The Ultimate Food Hill to Die On: Why Meat and Fruit Should Never Mix
Food Writer's Crusade: No Fruit With Meat, Ever

As the festive season approaches, a fierce culinary debate is reigniting, championed by one particularly opinionated food writer. Katy Guest, a deputy editor for Guardian Opinion, has strapped on her armour for a final stand on a controversial gastronomic hill: the absolute prohibition of serving meat and fruit together on the same plate.
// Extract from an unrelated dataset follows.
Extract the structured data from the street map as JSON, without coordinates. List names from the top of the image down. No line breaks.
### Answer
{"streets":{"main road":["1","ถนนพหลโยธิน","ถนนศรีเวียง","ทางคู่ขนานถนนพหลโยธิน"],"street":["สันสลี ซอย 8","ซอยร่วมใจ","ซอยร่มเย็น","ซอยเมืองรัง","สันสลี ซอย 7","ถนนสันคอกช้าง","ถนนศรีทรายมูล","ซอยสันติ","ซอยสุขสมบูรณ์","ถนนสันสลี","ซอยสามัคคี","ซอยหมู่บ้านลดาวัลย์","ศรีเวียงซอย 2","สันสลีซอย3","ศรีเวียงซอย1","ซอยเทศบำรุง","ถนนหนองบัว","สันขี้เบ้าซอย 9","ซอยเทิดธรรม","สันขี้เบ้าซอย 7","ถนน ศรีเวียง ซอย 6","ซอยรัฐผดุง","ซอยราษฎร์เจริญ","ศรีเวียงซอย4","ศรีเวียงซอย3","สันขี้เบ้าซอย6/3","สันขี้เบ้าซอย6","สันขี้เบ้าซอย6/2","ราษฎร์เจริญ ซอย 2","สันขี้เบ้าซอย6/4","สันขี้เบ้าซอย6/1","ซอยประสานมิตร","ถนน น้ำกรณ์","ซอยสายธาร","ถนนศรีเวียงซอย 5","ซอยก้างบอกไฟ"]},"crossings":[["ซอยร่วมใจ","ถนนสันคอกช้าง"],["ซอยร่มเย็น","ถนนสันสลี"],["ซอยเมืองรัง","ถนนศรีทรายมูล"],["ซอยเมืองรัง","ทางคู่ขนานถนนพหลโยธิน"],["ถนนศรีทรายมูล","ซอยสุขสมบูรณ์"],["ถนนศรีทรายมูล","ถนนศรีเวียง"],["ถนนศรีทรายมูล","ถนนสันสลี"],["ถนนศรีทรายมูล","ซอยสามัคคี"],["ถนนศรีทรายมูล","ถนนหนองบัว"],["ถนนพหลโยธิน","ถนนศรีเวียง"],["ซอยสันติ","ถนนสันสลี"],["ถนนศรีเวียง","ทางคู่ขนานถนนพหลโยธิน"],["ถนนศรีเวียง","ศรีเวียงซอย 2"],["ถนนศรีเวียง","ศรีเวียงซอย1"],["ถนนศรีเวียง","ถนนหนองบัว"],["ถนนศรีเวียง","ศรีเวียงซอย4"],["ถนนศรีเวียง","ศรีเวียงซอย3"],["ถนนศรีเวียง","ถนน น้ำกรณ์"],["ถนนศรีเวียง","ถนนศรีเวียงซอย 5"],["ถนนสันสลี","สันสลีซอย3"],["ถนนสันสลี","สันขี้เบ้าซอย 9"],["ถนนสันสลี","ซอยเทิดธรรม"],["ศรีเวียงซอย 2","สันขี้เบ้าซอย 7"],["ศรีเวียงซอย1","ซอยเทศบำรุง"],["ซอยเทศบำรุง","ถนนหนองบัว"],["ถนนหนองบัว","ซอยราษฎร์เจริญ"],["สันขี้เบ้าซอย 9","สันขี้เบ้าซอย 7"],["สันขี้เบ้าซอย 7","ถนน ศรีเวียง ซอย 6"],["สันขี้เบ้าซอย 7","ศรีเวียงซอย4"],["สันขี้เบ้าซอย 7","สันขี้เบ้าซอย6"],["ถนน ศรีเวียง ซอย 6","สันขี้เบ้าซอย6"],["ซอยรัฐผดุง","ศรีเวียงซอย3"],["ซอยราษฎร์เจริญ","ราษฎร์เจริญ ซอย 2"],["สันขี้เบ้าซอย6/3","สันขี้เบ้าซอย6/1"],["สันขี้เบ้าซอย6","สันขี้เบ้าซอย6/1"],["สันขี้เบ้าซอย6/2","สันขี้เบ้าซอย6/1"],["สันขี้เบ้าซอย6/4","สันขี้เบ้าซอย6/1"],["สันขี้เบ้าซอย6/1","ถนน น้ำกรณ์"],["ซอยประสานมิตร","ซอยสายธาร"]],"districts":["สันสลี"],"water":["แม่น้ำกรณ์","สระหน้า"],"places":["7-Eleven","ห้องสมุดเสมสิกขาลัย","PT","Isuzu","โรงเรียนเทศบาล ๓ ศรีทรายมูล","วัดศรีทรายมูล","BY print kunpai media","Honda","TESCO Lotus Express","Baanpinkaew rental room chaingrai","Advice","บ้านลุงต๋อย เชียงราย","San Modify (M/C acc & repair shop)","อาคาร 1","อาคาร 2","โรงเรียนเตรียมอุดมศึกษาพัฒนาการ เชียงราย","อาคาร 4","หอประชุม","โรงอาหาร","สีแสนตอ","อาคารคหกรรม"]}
The Battle Lines Are Drawn

Guest, who describes herself as a "grumpy old woman in the prime of my pedantry", is no stranger to defending arbitrary red lines. She has previously clashed with pavement phone-starers and debated the definition of 'real sport' in hostile pubs. However, her most passionate crusade is reserved for the dinner table, specifically the tradition of combining savoury meats with sweet fruits.

Her primary festive target is the classic Christmas combination of roast turkey and cranberry sauce. "Please don't ever offer me cranberry sauce with my roast turkey," she declares, dismissing the condiment as merely "jam on your Christmas dinner". For Guest, this pairing is the epitome of culinary wrongdoing, a sentiment she extends far beyond the holiday season.

No Exceptions Allowed

Readers and colleagues often try to propose acceptable exceptions to her strict rule, but Guest remains unmoved. The suggestion of pork with apple sauce is met with firm rejection: "Bacon is for a sandwich and stewed apple goes in pie... they do not belong in the same bite."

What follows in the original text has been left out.